The advice, made available through a written ministerial statement from Attorney General Geoffrey Cox QC after the government had been found to be in contempt of Parliament earlier this week, states that the proposed backstop arrangement with the EU to prevent a hard Irish border could ‘endure indefinitely’. It can be read in full on the government’s website.
Meanwhile, an Advocate General has ruled that the UK can unilaterally revoke Article 50.
Giving his Opinion in the case, Wightman & Ors v Secretary of State for Exiting the EU (Case C-621/18), AG Campos Sánchez-Bordona said Art 50 of the Treaty on European Union allows revocation ‘until such time as the withdrawal agreement is formally concluded, provided that the revocation has been decided upon in accordance with the Member State’s constitutional requirements, is formally notified to the European Council and does not involve an abusive practice’.

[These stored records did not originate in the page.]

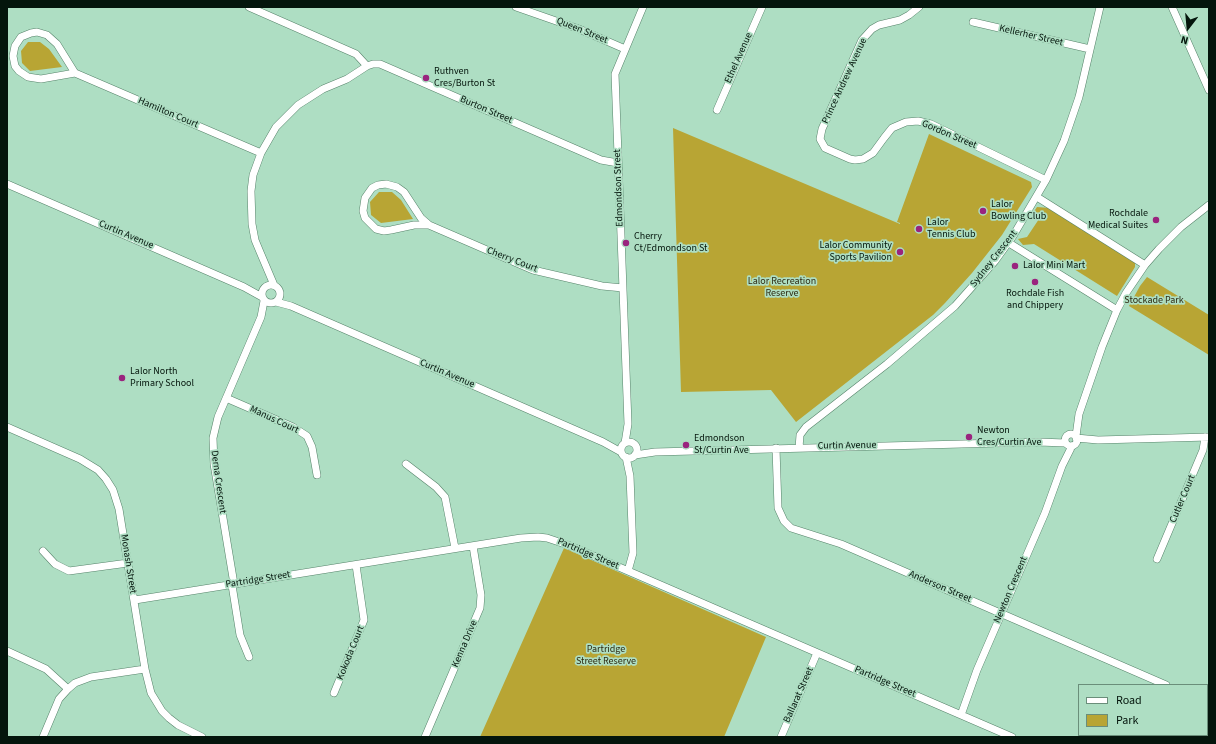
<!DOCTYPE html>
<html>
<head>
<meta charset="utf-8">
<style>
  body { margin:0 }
  #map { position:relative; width:1216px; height:744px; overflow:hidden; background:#aedec3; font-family:"Source Sans 3",sans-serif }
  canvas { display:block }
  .frame { position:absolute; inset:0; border:8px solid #04150c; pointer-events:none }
  .legend { position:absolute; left:1078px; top:684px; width:130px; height:52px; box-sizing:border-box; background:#aedec3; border:1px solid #6a8e7a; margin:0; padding:5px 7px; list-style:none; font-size:12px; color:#04150c }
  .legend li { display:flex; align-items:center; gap:8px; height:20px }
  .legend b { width:20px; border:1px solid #6a8e7a }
  .north { position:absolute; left:1168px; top:8px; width:40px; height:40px; -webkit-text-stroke:3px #aedec3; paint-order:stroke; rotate:196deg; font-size:11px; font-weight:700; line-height:16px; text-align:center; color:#04150c }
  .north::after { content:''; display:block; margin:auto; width:14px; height:18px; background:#04150c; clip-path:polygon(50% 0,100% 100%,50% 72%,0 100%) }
</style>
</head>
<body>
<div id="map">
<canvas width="1216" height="744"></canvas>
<div class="frame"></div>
<ul class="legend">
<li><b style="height:5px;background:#fff"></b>Road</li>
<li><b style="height:11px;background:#b8a534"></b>Park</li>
</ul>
<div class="north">N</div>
</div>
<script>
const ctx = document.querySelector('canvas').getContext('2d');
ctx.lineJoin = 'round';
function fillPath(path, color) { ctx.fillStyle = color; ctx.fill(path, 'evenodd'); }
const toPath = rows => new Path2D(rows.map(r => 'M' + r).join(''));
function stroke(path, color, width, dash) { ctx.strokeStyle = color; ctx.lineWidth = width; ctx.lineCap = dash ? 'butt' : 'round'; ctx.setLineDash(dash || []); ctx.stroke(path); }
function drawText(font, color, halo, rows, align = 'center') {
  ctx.font = font + ' "Source Sans 3",sans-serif'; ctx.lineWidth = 3.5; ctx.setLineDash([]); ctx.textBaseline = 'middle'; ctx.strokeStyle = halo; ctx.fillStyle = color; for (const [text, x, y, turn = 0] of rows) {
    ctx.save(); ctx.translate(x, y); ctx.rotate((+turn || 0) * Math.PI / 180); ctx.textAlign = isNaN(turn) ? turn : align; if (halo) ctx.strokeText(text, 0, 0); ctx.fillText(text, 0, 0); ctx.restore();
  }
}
const green = toPath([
  [28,42,40,42,49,49,62,67,30,71,22,63,21,51],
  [673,128,900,224,900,223,897,222,929,134,1031,182,1032,187,1002,235,972,273,945,303,933,315,796,422,771,390,681,392],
  [379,192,392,192,401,200,413,219,381,223,371,215,370,202],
  [1037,207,1050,208,1135,262,1135,267,1117,296,1034,244,1023,245,1018,239,1027,237,1039,219,1033,213],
  [1147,277,1209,315,1209,355,1129,306,1140,286],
  [564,548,766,637,724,737,480,737]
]);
const minor = toPath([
  [249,7,356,54,367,66,373,64,380,64,601,160,618,163],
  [516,7,579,29,625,49],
  [919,7,909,15,900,20,879,25,872,29,862,40,822,129,820,139,825,148,850,159,855,160,863,159,873,153,884,138,892,128,906,122,918,121,931,124,1046,180],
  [1172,7,1209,90],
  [973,22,1090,49],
  [75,73,57,44,47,35,37,32,31,33,21,37,15,46,13,56,15,66,19,71,28,77,41,79,75,73,261,153],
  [717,110,762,7],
  [7,184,244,287,262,297],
  [1037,197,1145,265],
  [429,225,421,218,404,192,397,187,386,184,378,185,372,188,365,198,363,211,365,218,376,229,384,231,391,230,414,225,429,225,533,270,602,286,623,288],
  [1009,243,1117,310],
  '262 294a9 9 0 1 1 18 0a9 9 0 1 1-18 0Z',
  [274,285,260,252,255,240,252,224,251,191,253,175,261,153,276,127,298,105,323,89,347,79,367,66],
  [276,302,291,306,603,442,621,452],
  [226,398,293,427,307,436,312,447,317,475],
  [7,427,80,459,98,470,106,479,113,490,119,509,145,669,151,693,162,711,169,718,178,725,202,737],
  '1065 440a6 6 0 1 1 12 0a6 6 0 1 1-12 0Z',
  [1076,436,1079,414,1102,347,1117,310,1126,293,1145,265,1159,249,1181,227,1209,205],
  [1076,438,1098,440,1209,437],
  '621 450a8 8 0 1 1 16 0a8 8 0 1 1-16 0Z',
  [625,443,628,424,615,74,643,7],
  [776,448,778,508,784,521,791,528,841,544,1166,685],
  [799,448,800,435,806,427,887,364,955,306,995,261,1013,236,1046,180,1064,141,1079,97,1100,7],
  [635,455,655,452,1039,442,1065,443],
  [626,457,630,476,633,553,628,571],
  [406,464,436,487,445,497,455,548],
  [43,551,55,564,69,571,128,563],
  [1157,559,1203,450,1205,437],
  [234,584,214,464,213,438,218,417,261,317,264,301],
  [232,585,240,635,249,657],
  [135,600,521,538,538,537,547,538,568,545,1012,737],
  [7,651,46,669,68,689],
  [334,693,364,620,356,565],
  [1207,703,1209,704],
  [961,715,977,670,1045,513,1062,466,1072,446],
  [43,737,59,699,68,689,75,683,91,677,145,669],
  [425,737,480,608,481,595,473,546],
  [781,737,817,653]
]);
const markers = [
  [426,78,4,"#9a237e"],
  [983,211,4,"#9a237e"],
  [1156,220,4,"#9a237e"],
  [919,229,4,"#9a237e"],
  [626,243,4,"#9a237e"],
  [900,252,4,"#9a237e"],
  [1015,266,4,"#9a237e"],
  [1035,282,4,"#9a237e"],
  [122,378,4,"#9a237e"],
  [969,437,4,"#9a237e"],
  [686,445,4,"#9a237e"]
];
const streetNames = [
  ["Queen Street",582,31,22],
  ["Kellerher Street",1031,36,13],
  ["Ethel Avenue",739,58,-66],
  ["Prince Andrew Avenue",845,81,-65],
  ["Burton Street",486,110,23],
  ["Hamilton Court",168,113,23],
  ["Gordon Street",949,135,23],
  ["Edmondson Street",619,188,-92],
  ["Curtin Avenue",126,235,23],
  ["Sydney Crescent",994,259,-52],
  ["Cherry Court",512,260,21],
  ["Curtin Avenue",447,374,23],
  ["Manus Court",274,420,25],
  ["Curtin Avenue",847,446,-1],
  ["Derna Crescent",218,482,82],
  ["Cutler Court",1183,499,-67],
  ["Partridge Street",588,554,23],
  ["Monash Street",128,564,81],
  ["Partridge Street",258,580,-9],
  ["Anderson Street",940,587,23],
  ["Newton Crescent",1011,590,-67],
  ["Kenna Drive",465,644,-67],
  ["Kokoda Court",351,653,-68],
  ["Partridge Street",885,682,23],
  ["Ballarat Street",799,695,-66]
];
const poiNames = [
  ["Ruthven",434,72],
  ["Cres/Burton St",434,84],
  ["Lalor",991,205],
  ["Bowling Club",991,217],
  ["Rochdale",1148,214,"right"],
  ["Medical Suites",1148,226,"right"],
  ["Lalor",927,223],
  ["Tennis Club",927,235],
  ["Cherry",634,237],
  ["Ct/Edmondson St",634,249],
  ["Lalor Community",892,246,"right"],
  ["Sports Pavilion",892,258,"right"],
  ["Lalor Mini Mart",1023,266],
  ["Rochdale Fish",1035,294,"center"],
  ["and Chippery",1035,306,"center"],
  ["Lalor North",130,372],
  ["Primary School",130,384],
  ["Newton",977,431],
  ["Cres/Curtin Ave",977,443],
  ["Edmondson",694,439],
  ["St/Curtin Ave",694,451]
];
const parkNames = [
  ["Lalor Recreation",782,282],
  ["Reserve",782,294],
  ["Stockade Park",1154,301],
  ["Partridge",606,650],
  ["Street Reserve",606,662]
];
fillPath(green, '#b8a534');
stroke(minor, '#56836a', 8);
stroke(minor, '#fff', 7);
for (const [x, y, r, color] of markers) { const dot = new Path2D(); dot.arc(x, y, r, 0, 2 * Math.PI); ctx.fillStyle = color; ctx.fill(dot); stroke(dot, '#aedec3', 1.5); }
drawText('10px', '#04150c', '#aedec3', streetNames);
drawText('10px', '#04150c', '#aedec3', poiNames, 'left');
drawText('10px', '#2e2a12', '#aedec3', parkNames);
</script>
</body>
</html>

He emphasised that withdrawal from an international treaty is by definition a unilateral act of a state party and a manifestation of its sovereignty. Moreover, Art 50 states that a member state must notify the European Council of its ‘intention’ not its decision to withdraw, and such an intention may change.
Advocate General’s Opinions are not binding on the European Court of Justice (ECJ) but are nearly always followed.
One of the litigants, Jolyon Maugham QC, Devereux Chambers, director of the Good Law Project, said the ruling ‘puts the decision about our future back into the hands of our own elected representatives—where it belongs’.
David Greene, senior partner at Edwin Coe and NLJ consultant editor, who represented one of the litigants in the Art 50 case at the Supreme Court last December, said: ‘If the court goes with the Advocate General it will increase the pressure on the government because a live option for Parliament now is the complete withdrawal of the Article 50 Notice.
‘This doesn’t of course address the political issues but it does give MPs another string to their bow as to options should the draft withdrawal agreement be defeated. Whichever way it goes in the ECJ it is unlikely to alter the likelihood of a second referendum because that could be effected under the terms of Art 50 by extending the notice period with the unanimous agreement of the European Council.
‘That is a much more likely course than a full withdrawal although with backs against the wall and without agreement from the European Council withdrawal of the notice may be the final card. Interesting times.’